Special Counsel Smith's demand for mid-December defense disclosure deadline in Trump documents case denied by judge

November 17, 2023
by
Ben Marquis

Special Counsel Jack Smith suffered a setback this week in his effort to prosecute former President Donald Trump over his alleged unlawful retention of classified government documents after leaving the White House in 2021.

Smith's prosecutors had urged the presiding judge to set a mid-December deadline for Trump's attorneys to disclose what classified evidence they may use during the trial next year, but that request was quickly rejected by the judge, ABC News reported.

Instead, the judge said she wouldn't address that particular issue until a March 1 scheduling conference, which further signals that the actual trial is highly unlikely to start in May next year, as had been originally planned when Trump was initially indicted in June.

Prosecutors demand December deadline for defense disclosure requirement

According to the Washington Examiner, at issue here is a particular defense disclosure requirement within what is known as the Classified Information Procedures Act, which governs how classified materials are handled in legal settings with a specific multi-part sequential process that must be strictly adhered to.

Part of CIPA Section 5 is a requirement that defense attorneys notify the prosecutors of any classified materials they may use as evidence for the defense during the trial, and Special Counsel Smith's team filed a motion on Wednesday that asked the judge to set Dec. 18 as the deadline for Trump's attorneys to fulfill that mandate.

The prosecutors argued in the motion that "Providing such notice by a set, near-term date will facilitate the completion of CIPA litigation before the May 20, 2024 trial date."

Motion denied, deadlines will be addressed in March hearing

Except, it was just last week that District Judge Aileen Cannon issued an order pushing back virtually all of the outstanding pre-trial deadlines, including those in the CIPA process.

That decision was made in light of the condensed timeline of the initial schedule she had set, the time-consuming nature of the step-by-step CIPA process, as well as related issues that some of the defense lawyers were having in accessing and fully reviewing the voluminous amount of evidence, some of which is classified, that was previously turned over by prosecutors as part of the discovery process.
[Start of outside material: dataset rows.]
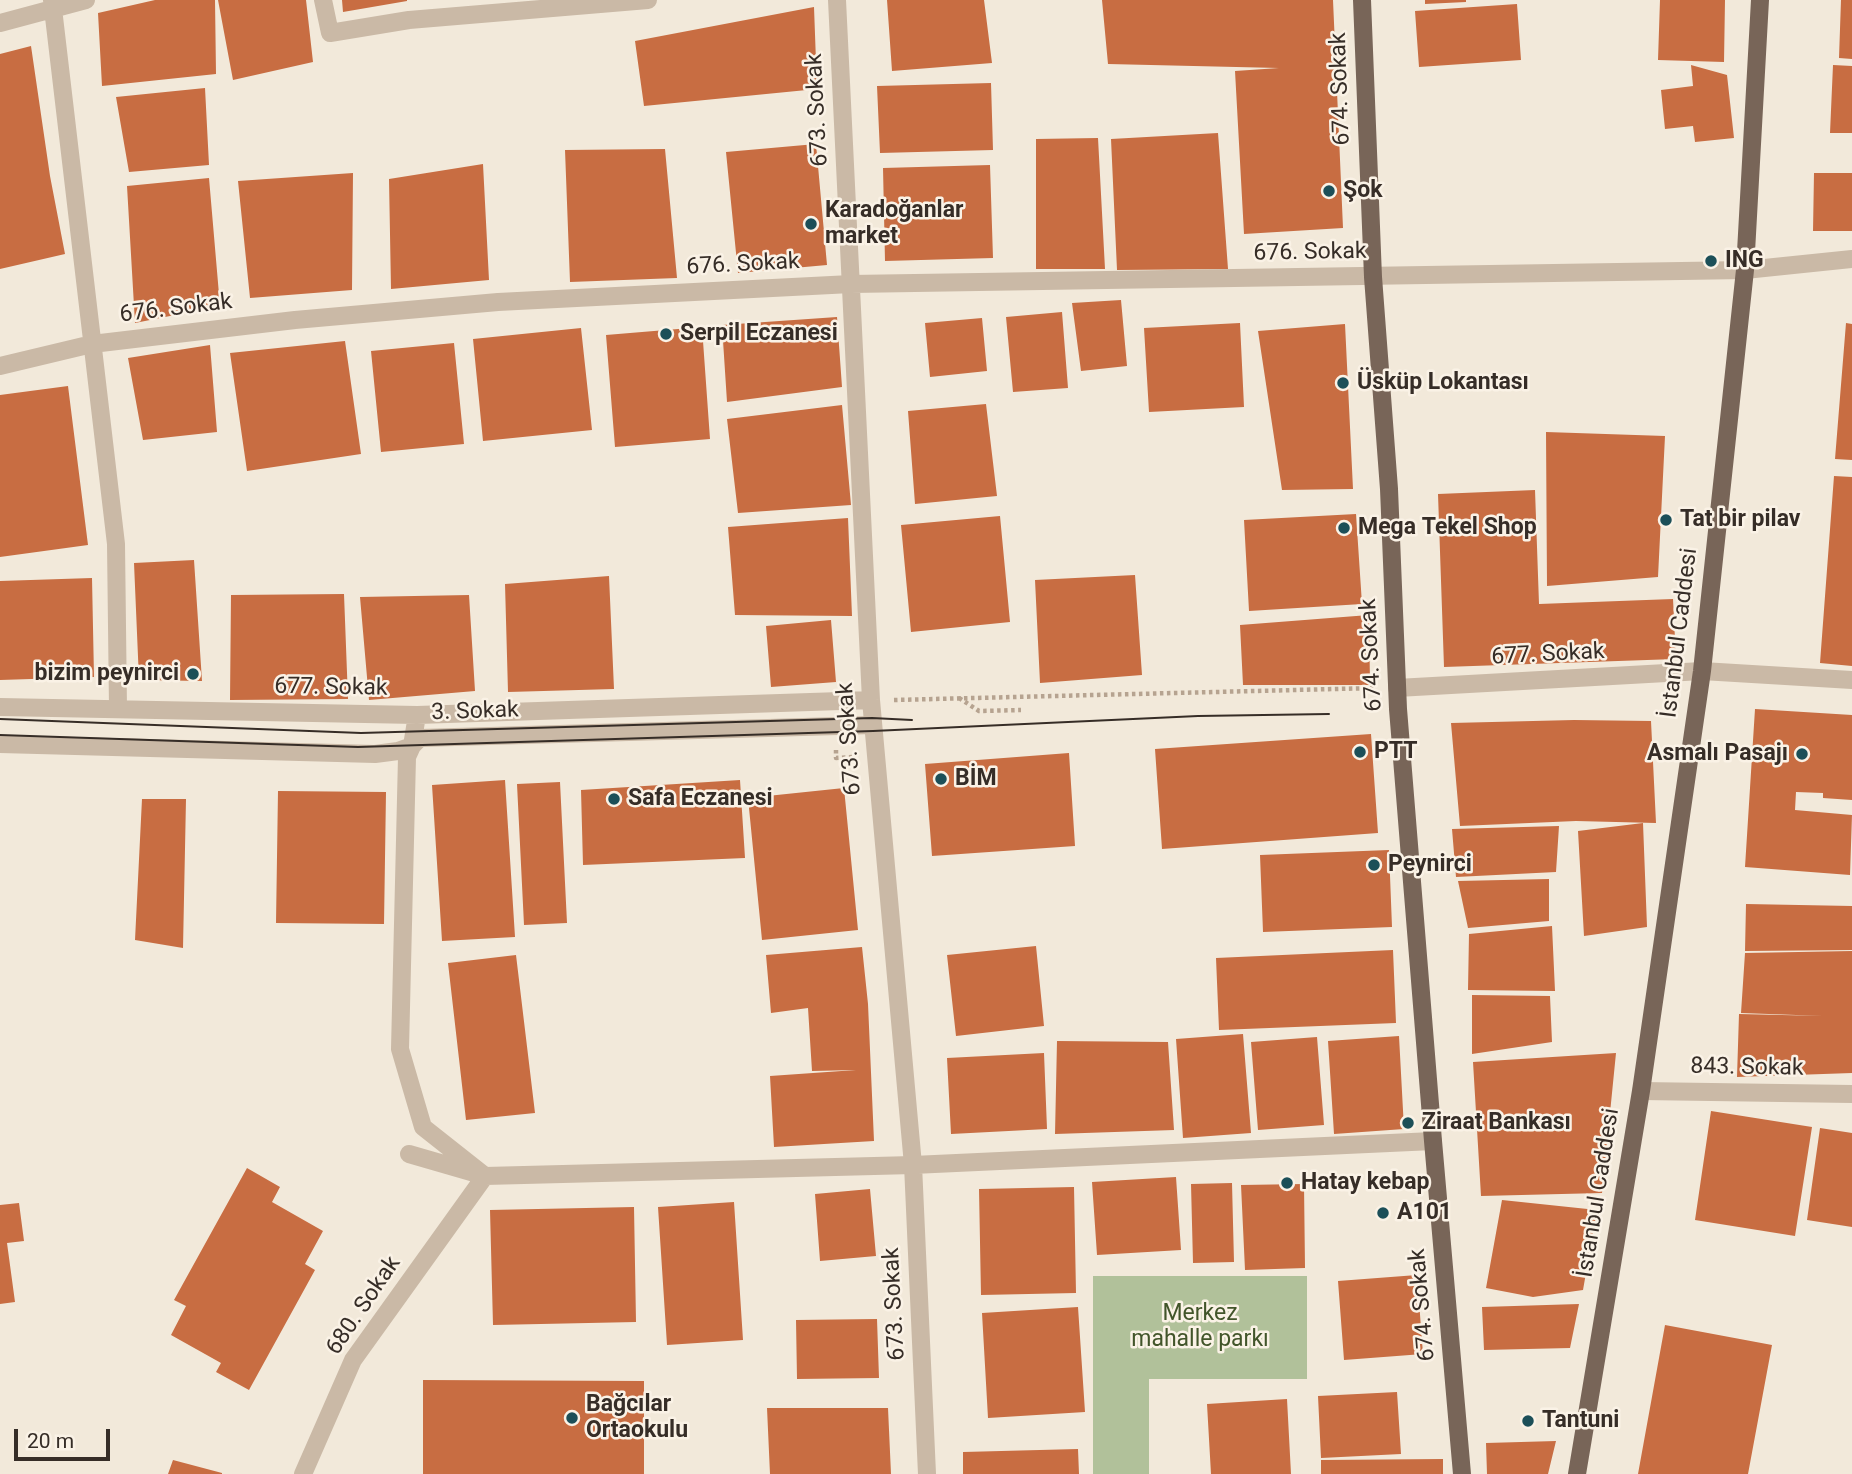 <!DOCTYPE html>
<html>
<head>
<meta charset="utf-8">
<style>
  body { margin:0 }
  #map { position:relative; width:1852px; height:1474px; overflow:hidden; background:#f2e9da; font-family:Roboto,sans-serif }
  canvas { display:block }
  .scale { position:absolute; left:14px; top:1429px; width:96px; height:32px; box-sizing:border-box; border:4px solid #362d27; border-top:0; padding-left:9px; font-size:21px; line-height:24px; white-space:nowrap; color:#362d27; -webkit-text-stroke:5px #faf2e6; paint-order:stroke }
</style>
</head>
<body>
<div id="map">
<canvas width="1852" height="1474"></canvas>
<div class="scale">20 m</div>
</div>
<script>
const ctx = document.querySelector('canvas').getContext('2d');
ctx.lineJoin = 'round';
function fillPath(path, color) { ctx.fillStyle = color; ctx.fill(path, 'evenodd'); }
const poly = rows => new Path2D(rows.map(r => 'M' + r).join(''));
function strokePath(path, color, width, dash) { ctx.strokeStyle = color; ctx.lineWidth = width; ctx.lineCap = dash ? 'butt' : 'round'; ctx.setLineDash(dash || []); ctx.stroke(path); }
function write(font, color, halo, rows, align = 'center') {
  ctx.font = font + ' Roboto,sans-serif'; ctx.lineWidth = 5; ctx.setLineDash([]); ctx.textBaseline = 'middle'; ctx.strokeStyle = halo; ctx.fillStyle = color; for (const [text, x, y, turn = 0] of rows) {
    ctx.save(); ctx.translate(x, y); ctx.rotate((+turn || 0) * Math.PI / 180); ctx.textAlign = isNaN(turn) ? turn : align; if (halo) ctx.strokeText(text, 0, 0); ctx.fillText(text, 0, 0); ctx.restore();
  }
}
const green = poly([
  [1093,1276,1307,1276,1307,1379,1149,1379,1149,1474,1093,1474]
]);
const building = poly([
  [155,0,215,0,216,74,102,86,98,13],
  [218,0,306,0,313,62,233,80],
  [342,0,407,0,407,1,343,12],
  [887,0,984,0,992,63,892,71],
  [1102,0,1333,0,1343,228,1244,234,1235,71,1279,68,1108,64],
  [1425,0,1466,0,1466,2,1425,4],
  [1660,0,1725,0,1724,62,1658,60],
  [1841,0,1852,0,1852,59,1839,58],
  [1517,4,1521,60,1419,67,1415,11],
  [814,7,817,89,644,106,635,41],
  [31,46,50,176,65,254,0,269,0,54],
  [1691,65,1727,75,1734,138,1695,142,1693,126,1665,129,1661,90,1693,86],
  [1833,65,1852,66,1852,133,1830,133],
  [991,83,993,150,880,153,877,86],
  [205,88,209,165,129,172,116,97],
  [1218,133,1228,269,1117,270,1111,139],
  [1098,138,1105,269,1036,269,1036,139],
  [816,144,827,265,738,273,726,152],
  [665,149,677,278,570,282,565,150],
  [483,164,489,280,391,289,389,179],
  [990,165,993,258,885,261,883,168],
  [353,173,352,290,250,298,238,181],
  [1814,173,1852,173,1852,231,1813,231],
  [209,178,220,306,135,323,127,186],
  [1121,300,1127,366,1081,371,1072,303],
  [1062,312,1068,388,1013,392,1006,317],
  [837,317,842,387,727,402,722,325],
  [982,318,987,371,930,377,925,323],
  [1240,323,1244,407,1149,412,1144,328],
  [1846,323,1852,324,1852,460,1835,459],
  [1345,324,1353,489,1282,490,1258,331],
  [702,327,710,439,615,447,606,335],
  [581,328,592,430,483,441,473,339],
  [345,341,361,454,247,471,230,353],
  [454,343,464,444,381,452,371,351],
  [210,345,217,432,143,440,128,358],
  [68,386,88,545,0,557,0,395],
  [986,404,997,496,915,504,908,411],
  [842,405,851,505,738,513,727,419],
  [1546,432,1665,436,1658,577,1547,586],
  [1834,476,1852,477,1852,666,1820,663],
  [1535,490,1539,604,1673,599,1676,659,1444,667,1438,494],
  [1356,514,1362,604,1249,611,1244,520],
  [1000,516,1010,622,911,632,901,525],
  [848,518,852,616,735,615,728,527],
  [194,560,202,681,139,680,134,563],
  [1135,575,1142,675,1040,683,1035,580],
  [609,576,614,689,508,692,505,584],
  [92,578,94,677,0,680,0,581],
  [344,594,348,699,230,700,231,595],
  [469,595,475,691,369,700,360,597],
  [1369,615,1370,685,1243,685,1240,625],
  [831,620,836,682,771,687,766,626],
  [1755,709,1852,715,1852,800,1823,798,1823,793,1796,792,1795,810,1852,815,1850,875,1745,867],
  [1574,720,1651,721,1656,823,1576,821,1460,826,1451,723],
  [1371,734,1378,833,1162,849,1155,749],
  [1069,753,1075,846,932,856,925,764],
  [505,780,515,937,442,941,432,785],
  [740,780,745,858,583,865,581,790],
  [560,782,567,923,524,925,517,784],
  [844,788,858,930,762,940,748,798],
  [278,791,386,792,384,924,276,923],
  [142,799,186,799,183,948,135,940],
  [1643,823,1647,927,1584,936,1578,831],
  [1559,826,1556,872,1456,877,1452,829],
  [1389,850,1392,927,1263,932,1260,855],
  [1549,879,1549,921,1468,928,1458,881],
  [1746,904,1852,906,1852,950,1745,951],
  [1552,926,1555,991,1468,990,1469,934],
  [1036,946,1044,1026,956,1036,947,955],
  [862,947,868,1004,874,1141,774,1147,770,1076,856,1070,812,1071,808,1008,771,1013,766,955],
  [1393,950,1396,1023,1219,1030,1216,958],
  [1852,951,1852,1073,1737,1077,1739,1014,1824,1016,1741,1013,1745,953],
  [516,955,535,1113,466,1120,448,963],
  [1472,995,1550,996,1552,1042,1472,1054],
  [1243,1034,1251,1133,1183,1138,1176,1039],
  [1399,1036,1404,1129,1334,1134,1328,1041],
  [1317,1037,1324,1125,1258,1130,1251,1042],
  [1057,1041,1168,1042,1174,1130,1055,1134],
  [1044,1053,1047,1129,951,1134,947,1058],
  [1616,1053,1602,1193,1481,1196,1473,1062],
  [1711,1111,1812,1127,1795,1236,1695,1220],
  [1820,1128,1852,1133,1852,1227,1807,1220],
  [247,1168,280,1187,272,1202,323,1231,305,1264,315,1270,249,1390,216,1372,221,1363,171,1335,186,1306,174,1300],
  [1176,1177,1181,1250,1097,1255,1092,1182],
  [1232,1183,1234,1262,1193,1263,1191,1184],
  [1304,1184,1305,1268,1245,1270,1241,1185],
  [1074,1187,1076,1293,981,1295,979,1189],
  [870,1189,876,1256,820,1261,815,1194],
  [1502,1200,1597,1210,1583,1290,1533,1297,1486,1288],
  [734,1202,743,1340,667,1345,658,1207],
  [19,1203,24,1241,7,1243,15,1302,0,1304,0,1205],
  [634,1207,636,1322,493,1325,490,1210],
  [1417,1275,1423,1354,1344,1360,1338,1281],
  [1579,1304,1570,1348,1484,1350,1482,1307],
  [1078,1307,1085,1412,988,1418,982,1313],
  [877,1319,879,1378,797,1379,796,1320],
  [1665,1325,1772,1345,1748,1474,1638,1474],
  [423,1380,644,1381,644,1474,423,1474],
  [1397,1392,1401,1454,1321,1458,1318,1396],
  [1287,1399,1291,1474,1211,1474,1207,1404],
  [767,1408,888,1408,891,1474,770,1474],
  [1556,1441,1548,1474,1487,1474,1486,1443],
  [1078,1449,1079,1474,963,1474,963,1452],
  [1443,1459,1443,1474,1321,1474,1321,1460],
  [173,1460,222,1473,222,1474,168,1474]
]);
const path = poly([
  [959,698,979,711,1021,710],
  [894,700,1375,688],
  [836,750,836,758,852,757]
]);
const minor = poly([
  [52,0,116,544,118,708],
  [323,0,330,33,409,20,648,0],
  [837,0,871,700,913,1165,927,1474],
  [0,23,86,0],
  [0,366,92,344,295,320,498,302,851,284,1745,270,1852,259],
  [1397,688,1702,671,1852,680],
  [0,707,417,715,871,700],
  [417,715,412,746,407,757,400,1049,423,1127,485,1176,913,1165,1433,1141],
  [0,744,375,754,398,751,412,746,420,738,872,725],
  [1641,1091,1852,1094],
  [303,1474,353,1360,485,1176,409,1154]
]);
const major = poly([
  [1362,0,1373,277,1389,489,1398,709,1433,1141,1462,1474],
  [1577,1474,1641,1091,1702,671,1745,270,1760,0]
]);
const tram = poly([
  [0,719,361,733,872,718,912,720],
  [0,735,358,747,873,731,1198,716,1329,714]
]);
const markers = [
  [1329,191,7,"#1c4f58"],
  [811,224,7,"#1c4f58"],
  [1711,261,7,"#1c4f58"],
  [666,334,7,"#1c4f58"],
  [1343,383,7,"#1c4f58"],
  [1666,520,7,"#1c4f58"],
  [1344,528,7,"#1c4f58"],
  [193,674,7,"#1c4f58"],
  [1360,752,7,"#1c4f58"],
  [1802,754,7,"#1c4f58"],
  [941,779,7,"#1c4f58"],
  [614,799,7,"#1c4f58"],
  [1374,865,7,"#1c4f58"],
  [1408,1123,7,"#1c4f58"],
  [1287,1183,7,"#1c4f58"],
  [1383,1213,7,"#1c4f58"],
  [572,1418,7,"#1c4f58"],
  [1528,1421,7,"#1c4f58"]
];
const streetNames = [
  ["674. Sokak",1341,89,-92],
  ["673. Sokak",818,110,-93],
  ["676. Sokak",1310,253,-1],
  ["676. Sokak",743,265,-3],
  ["676. Sokak",176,309,-7],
  ["İstanbul Caddesi",1680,633,-83],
  ["674. Sokak",1372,655,-93],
  ["677. Sokak",1548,655,-3],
  ["677. Sokak",331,688,1],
  ["3. Sokak",475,712,-2],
  ["673. Sokak",850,739,-94],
  ["843. Sokak",1747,1068,1],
  ["İstanbul Caddesi",1599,1193,-81],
  ["673. Sokak",895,1304,-93],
  ["674. Sokak",1423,1305,-95],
  ["680. Sokak",364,1306,-56]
];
const poiNames = [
  ["Şok",1343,191],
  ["Karadoğanlar",825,211],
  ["market",825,237],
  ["ING",1725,261],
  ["Serpil Eczanesi",680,334],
  ["Üsküp Lokantası",1357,383],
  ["Tat bir pilav",1680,520],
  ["Mega Tekel Shop",1358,528],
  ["bizim peynirci",179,674,"right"],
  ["PTT",1374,752],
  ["Asmalı Pasajı",1788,754,"right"],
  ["BİM",955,779],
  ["Safa Eczanesi",628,799],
  ["Peynirci",1388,865],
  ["Ziraat Bankası",1422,1123],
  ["Hatay kebap",1301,1183],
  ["A101",1397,1213],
  ["Bağcılar",586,1405],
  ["Ortaokulu",586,1431],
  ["Tantuni",1542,1421]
];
const parkNames = [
  ["Merkez",1200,1314],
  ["mahalle parkı",1200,1340]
];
fillPath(green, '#b1c19a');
fillPath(building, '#c86d42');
strokePath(path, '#b6a390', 4.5, [3.5, 3.5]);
strokePath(minor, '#cab9a6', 18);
strokePath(major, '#786558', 18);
strokePath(tram, '#362d27', 2);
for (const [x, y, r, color] of markers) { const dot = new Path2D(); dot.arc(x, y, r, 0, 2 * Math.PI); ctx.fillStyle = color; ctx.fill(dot); strokePath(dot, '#faf2e6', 2.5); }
write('23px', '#362d27', '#faf2e6', streetNames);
write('bold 23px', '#362d27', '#faf2e6', poiNames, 'left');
write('23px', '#42552a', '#faf2e6', parkNames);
</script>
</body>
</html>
Thus, in a "paperless order" on Thursday, Cannon ruled that she was "denying without prejudice" -- meaning the issue can be raised again at a later date -- the motion filed a day earlier by prosecutors that called for the mid-December disclosure deadline.

"To the extent the Special Counsel's motion seeks reconsideration in part of the Court's November 10, 2023, Order 215, that request is denied," the judge wrote.

She added, "CIPA Section 5 deadlines, and all other pre-trial deadlines not included in the first batch of pre-trial deadlines contained in the Court's revised schedule 215, will be set following the March 1, 2024, scheduling conference."

Highly unlikely that classified documents trial will begin in May 2024

The Messenger reported that this latest order from Judge Cannon seems to further confirm the growing consensus that former President Trump's classified documents trial will not actually begin in May 2024, as had been originally scheduled.

Though the judge had declined a request last week from Trump's attorneys to go ahead and reschedule the trial start date, she nonetheless indicated that she would address that and several other matters during the March 1 scheduling conference.

That reality -- that Trump is highly unlikely to face trial over his retention of classified in May, and in fact may not stand trial until after the 2024 election is held -- has begun to sink in for the anti-Trump crowd, and as usual, they are aghast and furious that the former president they so despise has scored yet another, albeit temporary and minor, victory in court.